## DATASET:
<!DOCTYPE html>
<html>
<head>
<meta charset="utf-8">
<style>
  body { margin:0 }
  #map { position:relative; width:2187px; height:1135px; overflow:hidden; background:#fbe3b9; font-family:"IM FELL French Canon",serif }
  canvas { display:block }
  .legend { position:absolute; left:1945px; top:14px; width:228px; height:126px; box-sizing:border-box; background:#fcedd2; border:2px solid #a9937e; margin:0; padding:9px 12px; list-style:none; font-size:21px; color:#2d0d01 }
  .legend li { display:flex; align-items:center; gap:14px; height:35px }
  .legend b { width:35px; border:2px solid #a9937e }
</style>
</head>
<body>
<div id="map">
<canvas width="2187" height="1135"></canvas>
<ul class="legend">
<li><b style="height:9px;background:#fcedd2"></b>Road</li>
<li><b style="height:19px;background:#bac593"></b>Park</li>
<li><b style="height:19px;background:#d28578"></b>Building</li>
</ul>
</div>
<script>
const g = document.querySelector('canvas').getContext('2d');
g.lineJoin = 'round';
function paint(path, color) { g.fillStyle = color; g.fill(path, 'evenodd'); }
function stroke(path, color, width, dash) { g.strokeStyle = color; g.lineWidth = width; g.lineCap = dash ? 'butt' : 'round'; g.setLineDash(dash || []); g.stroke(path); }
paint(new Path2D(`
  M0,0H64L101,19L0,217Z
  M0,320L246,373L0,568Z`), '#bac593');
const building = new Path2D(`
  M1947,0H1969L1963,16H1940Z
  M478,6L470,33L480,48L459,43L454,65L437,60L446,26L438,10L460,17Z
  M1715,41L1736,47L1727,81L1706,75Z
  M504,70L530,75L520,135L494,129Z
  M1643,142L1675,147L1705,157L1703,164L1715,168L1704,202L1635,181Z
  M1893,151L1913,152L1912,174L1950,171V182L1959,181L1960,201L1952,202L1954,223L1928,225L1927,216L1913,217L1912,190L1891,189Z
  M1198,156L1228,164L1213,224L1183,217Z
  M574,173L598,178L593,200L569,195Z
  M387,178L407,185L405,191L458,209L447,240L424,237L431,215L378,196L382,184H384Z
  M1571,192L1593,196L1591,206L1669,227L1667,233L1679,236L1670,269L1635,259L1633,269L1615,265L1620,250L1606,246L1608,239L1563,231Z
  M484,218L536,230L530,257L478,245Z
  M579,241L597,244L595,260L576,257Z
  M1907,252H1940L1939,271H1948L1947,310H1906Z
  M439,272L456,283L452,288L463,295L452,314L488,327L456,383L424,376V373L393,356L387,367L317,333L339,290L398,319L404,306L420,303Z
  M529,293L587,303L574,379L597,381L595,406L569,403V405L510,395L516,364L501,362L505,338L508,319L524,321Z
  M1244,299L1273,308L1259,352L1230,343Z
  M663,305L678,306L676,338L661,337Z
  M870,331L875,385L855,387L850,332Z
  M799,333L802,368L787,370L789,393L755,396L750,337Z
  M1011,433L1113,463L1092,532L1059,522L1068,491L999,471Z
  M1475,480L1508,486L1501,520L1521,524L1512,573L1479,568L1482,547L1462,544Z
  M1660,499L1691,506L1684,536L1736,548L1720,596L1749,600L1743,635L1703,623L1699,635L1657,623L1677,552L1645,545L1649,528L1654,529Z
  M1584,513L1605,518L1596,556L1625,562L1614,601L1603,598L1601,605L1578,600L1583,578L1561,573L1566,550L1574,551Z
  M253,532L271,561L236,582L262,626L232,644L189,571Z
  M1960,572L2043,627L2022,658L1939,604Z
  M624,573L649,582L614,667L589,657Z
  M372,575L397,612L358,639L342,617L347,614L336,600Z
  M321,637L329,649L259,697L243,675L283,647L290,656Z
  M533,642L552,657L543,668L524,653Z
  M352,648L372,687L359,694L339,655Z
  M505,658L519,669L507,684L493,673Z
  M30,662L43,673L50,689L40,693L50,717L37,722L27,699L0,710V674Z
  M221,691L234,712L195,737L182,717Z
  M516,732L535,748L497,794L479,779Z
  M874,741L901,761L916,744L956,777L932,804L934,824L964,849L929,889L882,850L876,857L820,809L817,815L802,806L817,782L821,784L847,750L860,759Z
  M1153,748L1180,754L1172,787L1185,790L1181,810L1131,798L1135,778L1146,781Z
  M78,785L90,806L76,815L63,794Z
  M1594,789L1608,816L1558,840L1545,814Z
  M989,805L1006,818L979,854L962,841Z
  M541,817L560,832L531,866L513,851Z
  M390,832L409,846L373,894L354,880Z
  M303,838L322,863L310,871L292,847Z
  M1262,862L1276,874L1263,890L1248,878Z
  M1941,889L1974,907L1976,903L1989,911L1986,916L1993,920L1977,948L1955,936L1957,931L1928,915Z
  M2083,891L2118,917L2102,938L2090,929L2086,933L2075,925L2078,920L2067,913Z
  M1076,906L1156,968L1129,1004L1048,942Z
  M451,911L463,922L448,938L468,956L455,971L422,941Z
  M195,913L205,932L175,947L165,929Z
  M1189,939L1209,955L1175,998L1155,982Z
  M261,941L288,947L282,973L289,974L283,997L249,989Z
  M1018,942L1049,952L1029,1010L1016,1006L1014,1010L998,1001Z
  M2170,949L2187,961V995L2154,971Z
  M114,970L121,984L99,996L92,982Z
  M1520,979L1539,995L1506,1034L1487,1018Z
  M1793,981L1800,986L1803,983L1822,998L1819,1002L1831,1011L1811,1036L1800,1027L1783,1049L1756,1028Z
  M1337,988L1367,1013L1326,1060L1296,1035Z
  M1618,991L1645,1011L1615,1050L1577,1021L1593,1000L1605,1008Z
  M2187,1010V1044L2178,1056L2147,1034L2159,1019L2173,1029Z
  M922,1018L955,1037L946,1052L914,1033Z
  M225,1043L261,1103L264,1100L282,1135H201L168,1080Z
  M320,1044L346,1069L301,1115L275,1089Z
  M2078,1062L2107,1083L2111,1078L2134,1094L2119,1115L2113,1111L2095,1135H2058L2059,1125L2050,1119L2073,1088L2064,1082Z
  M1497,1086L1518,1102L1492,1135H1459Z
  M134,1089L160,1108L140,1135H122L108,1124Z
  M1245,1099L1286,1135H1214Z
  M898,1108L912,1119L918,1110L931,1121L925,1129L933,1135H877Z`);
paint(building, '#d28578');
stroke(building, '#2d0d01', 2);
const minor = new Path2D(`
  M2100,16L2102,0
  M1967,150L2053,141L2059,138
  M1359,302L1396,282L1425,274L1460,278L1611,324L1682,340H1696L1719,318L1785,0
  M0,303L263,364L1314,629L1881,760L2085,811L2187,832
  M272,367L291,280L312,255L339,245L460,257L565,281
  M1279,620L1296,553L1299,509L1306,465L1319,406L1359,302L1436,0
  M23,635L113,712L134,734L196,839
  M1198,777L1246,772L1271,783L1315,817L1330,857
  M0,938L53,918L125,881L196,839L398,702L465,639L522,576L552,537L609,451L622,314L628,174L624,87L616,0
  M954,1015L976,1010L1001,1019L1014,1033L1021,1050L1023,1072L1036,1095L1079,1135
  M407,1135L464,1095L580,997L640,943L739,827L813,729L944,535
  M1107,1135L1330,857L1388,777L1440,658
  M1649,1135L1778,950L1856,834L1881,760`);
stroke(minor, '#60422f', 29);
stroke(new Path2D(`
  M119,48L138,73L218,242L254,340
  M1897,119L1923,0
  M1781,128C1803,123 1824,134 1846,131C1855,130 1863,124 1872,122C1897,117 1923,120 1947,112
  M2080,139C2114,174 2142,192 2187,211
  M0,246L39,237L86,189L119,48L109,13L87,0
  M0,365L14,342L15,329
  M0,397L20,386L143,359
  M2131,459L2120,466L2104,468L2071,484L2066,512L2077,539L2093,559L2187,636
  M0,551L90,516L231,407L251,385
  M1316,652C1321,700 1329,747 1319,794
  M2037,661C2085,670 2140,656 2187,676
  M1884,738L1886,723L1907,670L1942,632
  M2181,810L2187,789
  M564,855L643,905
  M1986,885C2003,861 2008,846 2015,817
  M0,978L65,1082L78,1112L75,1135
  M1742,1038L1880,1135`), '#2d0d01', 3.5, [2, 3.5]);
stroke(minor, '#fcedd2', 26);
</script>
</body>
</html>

## WHAT TO DO:
Please copy every line in the entries where "display" appears.

## TASK ANSWER:
  canvas { display:block }
  .legend li { display:flex; align-items:center; gap:14px; height:35px }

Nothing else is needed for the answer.